An appeals board on Thursday night upheld a determination by the city's zoning department that an ordinance did not apply to flags or flagpoles, said Justin Bamberg, an attorney representing the restaurant owner for free.
Bamberg, in a letter to the city, had argued that the land the Sons of Confederate Veterans paid $11.10 in property taxes on last year and were using to fly the flag, didn't comply with the site's business zoning requirements.
"We presented a very strong argument but we respect the process," he said. "I do believe that they made the wrong decision."
The attorney said he was heartened by the civility shown during Thursday night's meeting and that proceedings were devoid of insults or other disparaging remarks.
Bamberg said he and his client, Edisto River Creamery & Kitchen owner Tommy Daras, plan to evaluate their options before possibly filing an appeal in circuit court.
The dispute began in November when Daras tried to hold a ceremony to remove the flag, which he said kept away some customers.
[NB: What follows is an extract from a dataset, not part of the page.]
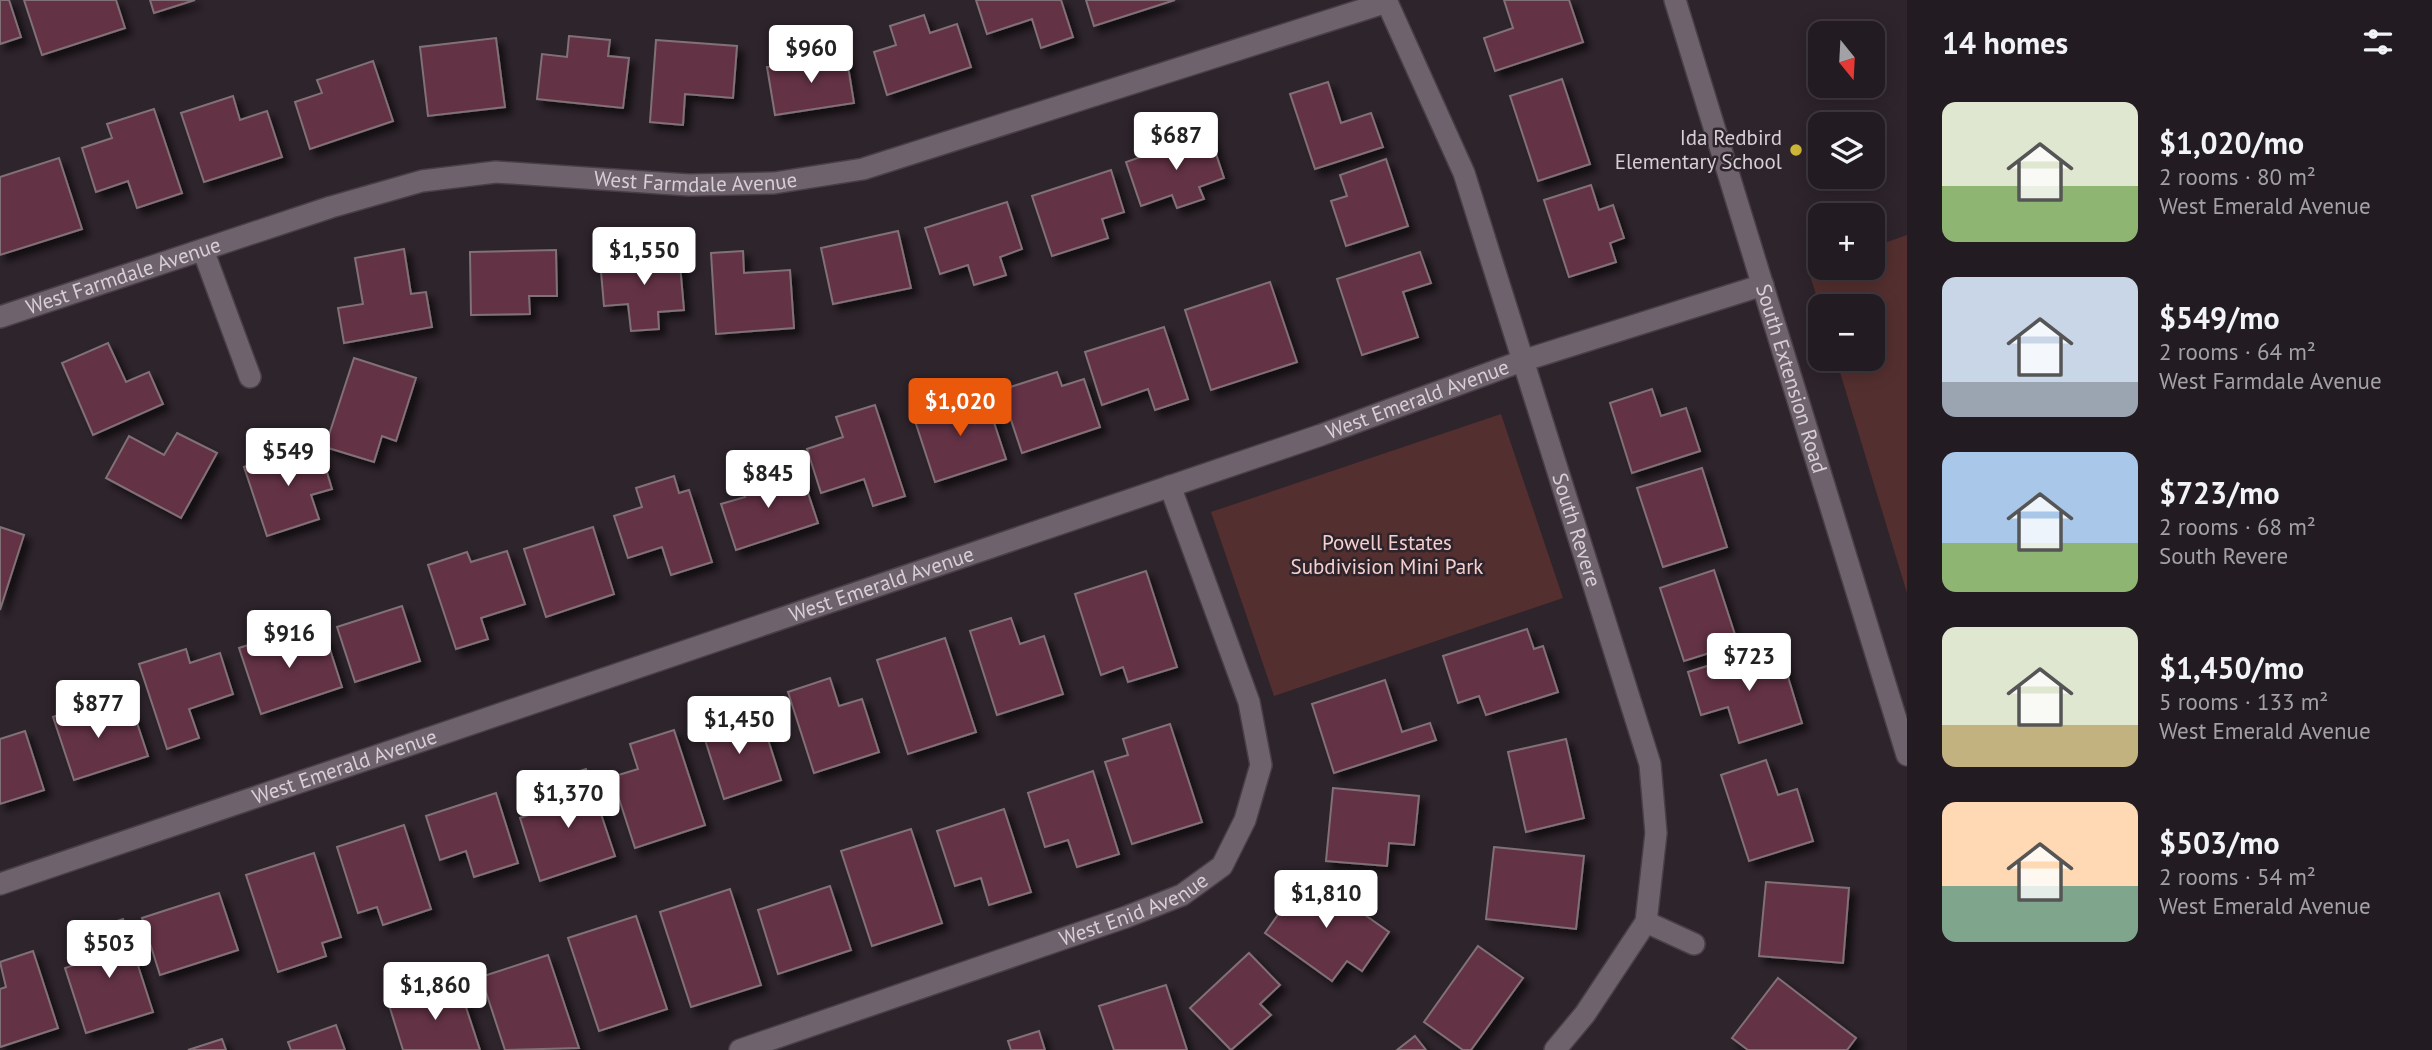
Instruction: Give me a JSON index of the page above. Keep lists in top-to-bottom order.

He was stopped by two members of the pro-Confederate group that threatened to have him arrested for trespassing.
The Sons of Confederate Veterans say they were deeded the 0.003 acres of land where the flag is displayed by Maurice Bessinger, the former owner of the business location and who was well known in South Carolina for his barbecue chain and open dissemination of white supremacist literature at his Piggie Park restaurants. The site has a small monument next to the flag.
Daras, who purchased the property for his business in 2015, is being represented for free by Bamberg, a Democratic member of the South Carolina House of Representatives.